Mark: I have that book.
Jan: That’s a nice book.
Mark: But you gotta read it.
Jan: I read this, the in flap [laughs]
Mark: That’s right. I read the in flap so I know what it’s all about. Listen to your advisers. You’re a young attorney starting out, you’re established a solo practice, you have a CPA you have a bookkeeper, maybe you have a coach. We certainly recommend that.
And I know Jan you want to talk about that. And you have advisers. Listen to them. Let them work for you. You’re paying them. Let them, let them do what they’re supposed to do. Trust in their expertise.
Jan: And do what they say.
Mark: And do what they say.
Jan: Which was a real hurdle for me. I tend to be somebody that won’t do what I’m told to do, until I see a reason to do it.
Mark: Yeah.
Jan: But, every time I’ve held off and then done it later I’ve thought Oh how stupid I was. I should have done it sooner.
Mark: That may be more in your head. Because I have to say in working with you I never, I never felt like I was encountering a lot of resistance.
Jan: It took me a year to learn to walk to walk. But that was because I was too busy.
Mark: You did, you did resist that one a little bit.
Jan Copley: [laughs]
Mark: There are people who learn different ways. I mean there are attorneys that I’ve worked with that can’t do a thing unless you can show them why. And I’ve had, I’ve worked with, litigator, litigator types and their whole way of understanding rule is through argument.

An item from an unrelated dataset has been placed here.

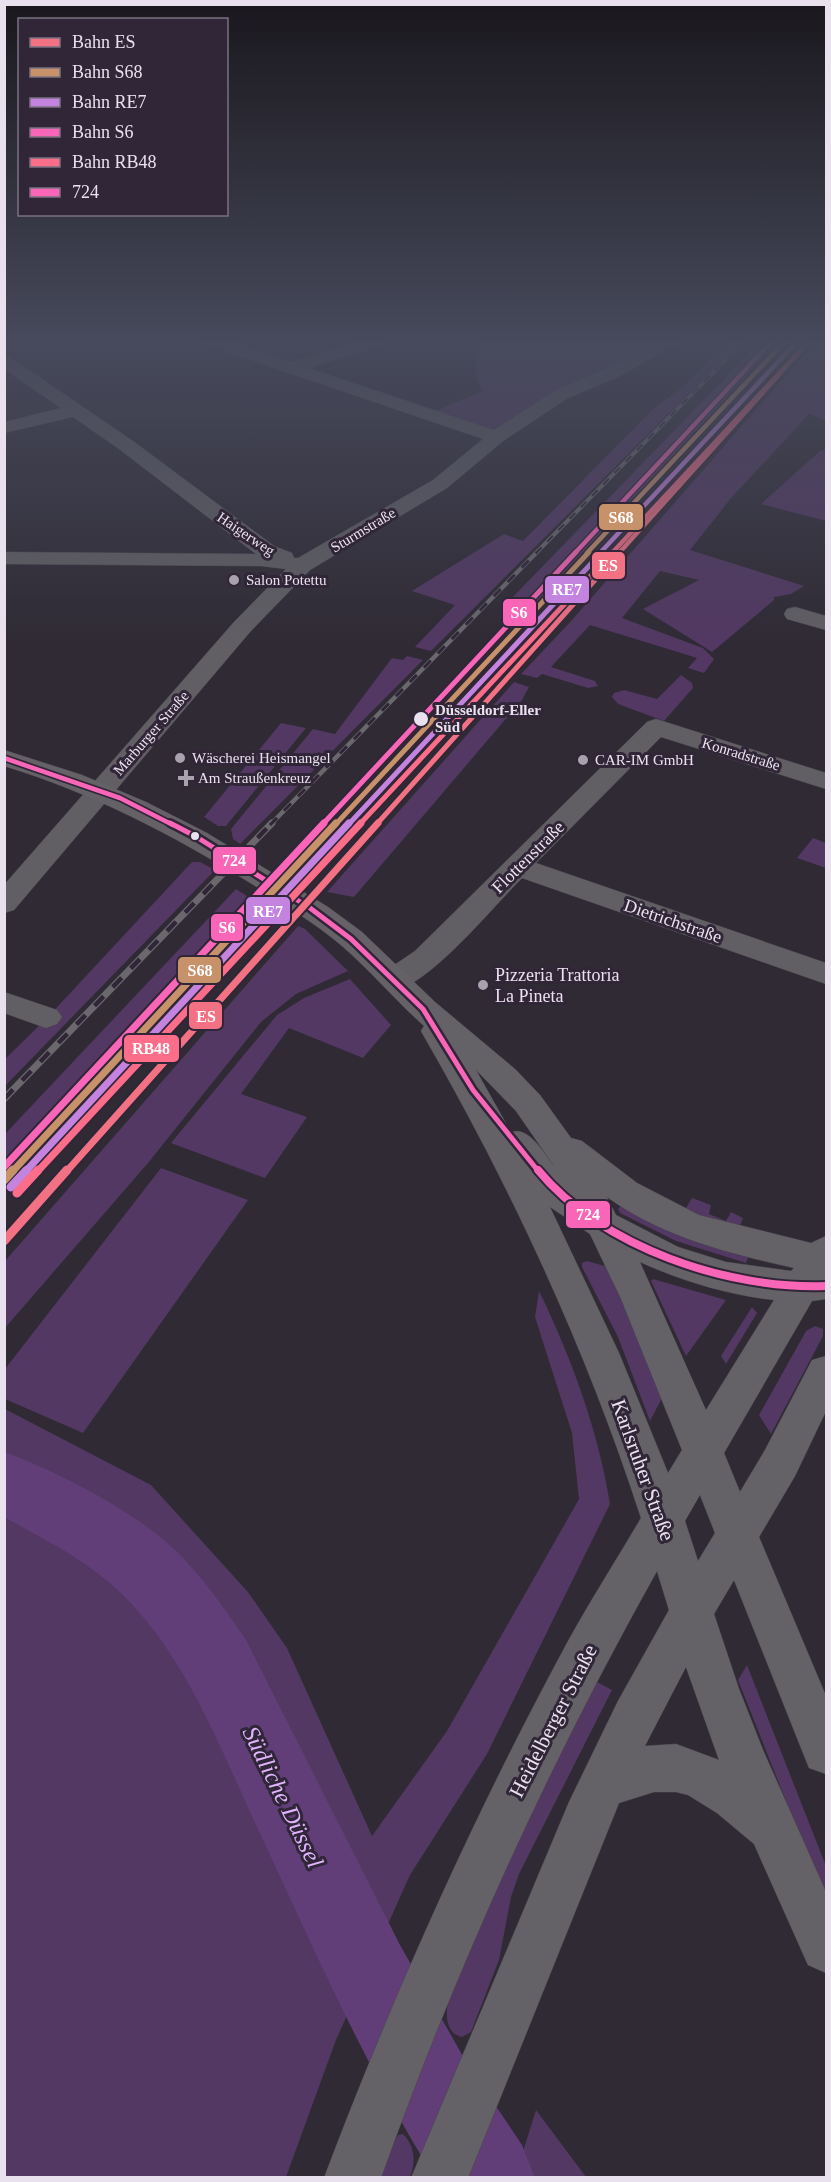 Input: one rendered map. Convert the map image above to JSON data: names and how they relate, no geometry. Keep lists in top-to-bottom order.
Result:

They don’t, they’ll argue a point with you and if you can beat them in the argument, then they’ll do it. [laughs] I don’t why that is, but that, that’s the way they operate. Whether it’s the syncratic method or whatever you want to call it.
That leads me to coaching, which I know you’ve had several and I know you’re involved in it today yourself as a semi retired attorney. What is the value of coaching? What have you gotten out of it and what would you advise people starting their own practice?
Jan: I’m going to start off by saying that I don’t know any lawyer whose truly successful that hasn’t had somebody coaching them. You just can’t do it yourself. And when your in the day to day trenches, you need a coach to get you to lift your head above, to figure out where you’re going.
And what I learned from coaching was the ability to look forward and figure out what it was that I wanted, and to develop a path to get from point A to point B.
Mark keeps referring to me as semi retired and that’s because I sold the practice and now I’m only, I’m working as up counsel for like one day a week. But I never would have gotten there, unless I had put decided that that’s what I wanted to do.
Mark: That five years from now, I want to sell this business and you know.
Jan: And figure out a path to getting there. Now, if the path isn’t quite perfect, the coaching also taught me to step back and learn from my mistakes and then find a way around it. That there is a way around it.
Taught me that, taught me staffing issues. Mark has been a huge, tremendous, wonderful, fabulous coach on marketing the client experience side and stuff that I never could have done myself. I’m not artistic and he helped us create this brand that really resonates.
It also means that we have been able to take advantage of the technology. Because it used to be well you create a website. OK, fine. But then you have to do the SEO work.
Mark: Right.
Jan: And then the SEO work changes. And you start off with Google Ad Words, but then you need to do more. Then you need to blog, and then you need to link them and then you need to do Facebook Avo or whatever. I would never have been able to kickoff.
Mark: I think one of my, if I was going to say what is the biggest mistake not in establishing a solo practice but in marketing since that’s my field, I’d say one of the biggest mistakes is not understanding that markets are fluid. Markets evolve.
Marketing involves, you need to regard marketing as a normal and ordinary part of your business, the way book keeping it. It’s not something that you do and well say OK, I’ve got my stuff now!
I can stop marketing. That’s probably true of lots of other things in the business itself. That you have to understand these are normal, ordinary for example, I have a lot of clients who say I’m sick of the roller coaster. I’m sick of the revenue going up and down and all of that.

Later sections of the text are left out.